Tuesday, November 29, 2011

Chapter 16

David Komorowski
Chapter 16 blog

Summary: Within this chapter we turn away from divorce and we turn to what happens a lot of the times after they occur—the formation of step-families and remarriages. We first look at what it is to be single again which usually involves dating or cohabitation. We then look at what a step family actually is—a house in which one of the spouses has a biological child from a previous marriage. We then see that remarriage is the most prevalent in the U.S. than anywhere else in the world. Some characteristics discussed of remarried couples are age, gender, race/ethnicity, social class, etc. More specifically the process of remarriage is broken down which includes emotional remarriage, physic remarriage, and even legal remarriage. We then take a look at a comparison between the first marriage and the remarriage. Some differences include step-siblings, distributions of stress, as well as role expectations from different people involved in the family. Before remarriage, and with good reason, people are sure to hear or know about some myths that go around involving it which is why that and stereotypes involving remarriage are also spoken about in the chapter. Step families can be very diverse and complex. Some types discussed include mother-stepfather families and father-stepmother families. Gay and Lesbian step families are then touched upon as well as characteristics which are very similar to heterosexual step families. The chapter finishes up talking about what it means to live in a step family and what can make them successful.
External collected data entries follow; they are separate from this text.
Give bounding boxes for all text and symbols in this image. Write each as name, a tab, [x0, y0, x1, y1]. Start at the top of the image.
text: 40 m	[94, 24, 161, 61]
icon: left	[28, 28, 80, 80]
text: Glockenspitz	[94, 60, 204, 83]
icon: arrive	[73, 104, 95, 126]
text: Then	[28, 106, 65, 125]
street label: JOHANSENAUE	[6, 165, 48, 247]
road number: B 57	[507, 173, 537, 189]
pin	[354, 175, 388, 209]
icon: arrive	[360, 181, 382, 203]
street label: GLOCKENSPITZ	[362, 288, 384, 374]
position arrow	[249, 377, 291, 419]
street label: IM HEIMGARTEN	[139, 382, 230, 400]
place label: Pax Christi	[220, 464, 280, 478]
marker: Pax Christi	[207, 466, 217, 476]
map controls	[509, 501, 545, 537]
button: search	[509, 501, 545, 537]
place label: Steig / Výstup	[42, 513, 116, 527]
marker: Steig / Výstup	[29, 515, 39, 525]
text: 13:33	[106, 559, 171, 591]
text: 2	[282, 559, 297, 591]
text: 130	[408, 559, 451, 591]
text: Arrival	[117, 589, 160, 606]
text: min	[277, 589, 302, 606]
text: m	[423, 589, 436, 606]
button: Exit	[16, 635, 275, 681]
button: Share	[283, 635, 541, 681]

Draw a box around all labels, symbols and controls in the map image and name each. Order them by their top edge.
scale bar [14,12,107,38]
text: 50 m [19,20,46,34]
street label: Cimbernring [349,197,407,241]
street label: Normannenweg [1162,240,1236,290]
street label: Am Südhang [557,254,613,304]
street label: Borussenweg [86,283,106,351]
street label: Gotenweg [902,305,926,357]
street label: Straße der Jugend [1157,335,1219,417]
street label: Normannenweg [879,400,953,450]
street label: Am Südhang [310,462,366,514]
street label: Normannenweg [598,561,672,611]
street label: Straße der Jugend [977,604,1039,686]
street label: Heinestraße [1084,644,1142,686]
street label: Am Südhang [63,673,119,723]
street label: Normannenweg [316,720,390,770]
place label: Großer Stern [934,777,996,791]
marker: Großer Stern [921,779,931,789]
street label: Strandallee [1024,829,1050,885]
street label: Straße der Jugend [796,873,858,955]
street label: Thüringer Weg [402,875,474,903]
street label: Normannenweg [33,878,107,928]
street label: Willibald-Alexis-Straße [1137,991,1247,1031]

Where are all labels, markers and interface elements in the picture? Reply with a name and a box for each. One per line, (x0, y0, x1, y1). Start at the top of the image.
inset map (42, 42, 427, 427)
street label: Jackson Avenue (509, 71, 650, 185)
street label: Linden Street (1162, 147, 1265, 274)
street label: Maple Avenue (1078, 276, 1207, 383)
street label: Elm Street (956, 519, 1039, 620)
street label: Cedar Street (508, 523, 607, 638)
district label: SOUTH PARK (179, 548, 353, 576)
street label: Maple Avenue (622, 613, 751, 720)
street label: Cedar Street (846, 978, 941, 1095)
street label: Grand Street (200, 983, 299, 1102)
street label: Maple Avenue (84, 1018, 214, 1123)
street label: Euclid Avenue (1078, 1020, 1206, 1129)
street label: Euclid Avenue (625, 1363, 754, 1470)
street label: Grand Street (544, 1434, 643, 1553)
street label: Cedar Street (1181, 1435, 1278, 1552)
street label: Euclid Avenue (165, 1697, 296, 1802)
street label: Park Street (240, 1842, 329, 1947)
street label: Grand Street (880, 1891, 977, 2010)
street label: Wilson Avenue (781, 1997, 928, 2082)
What I learned: In looking at the step family myths within the chapter I realized that most failed step families probably are in a bad state that they’re in because of failed or unrealistic expectations that either the parents or children have. I can imagine that most children probably have negative expectations because they do not want change in their lives but on the opposite end I believe parents “try to make the most of it” and overcompensate by smothering the child with unrealistic love. The types of remarriage (parental, emotional, legal, physic, community) make me realize just how much step families have to adjust to try and succeed in a new family with new friends and even sometimes new children. I was surprised to see that America has the highest remarriage rate of anywhere else in the world which makes me to a couple of things. But most importantly it makes me believe that people are still having faith in marriage even after the first one doesn’t work.

Questions to pose:
When looking at this chapter one thing I realized wasn’t really spoken about was the possible abuse that could happen in a step family that may not occur as much in an immediate family—for instance sexual or physical abuse from a non-biological family member. My question I pose to the class is that do you think sexual abuse is more likely to happen in step-families? Another would be how do you think feelings from a child being abused would differ between a biological and a non-biological family member.

3 comments:

  1. David,

    To address the second half of your question on abuse within step-families: I don't think that there would be much of a difference in the feelings of a victim who is sexually abused by a family member, whether it be biological or not. When someone is abused by someone who they trust in an authoritative position such as a parent, the harm of abuse is very great. I don't think this level of harm would differ greatly if it was a biological parent or a step-parent.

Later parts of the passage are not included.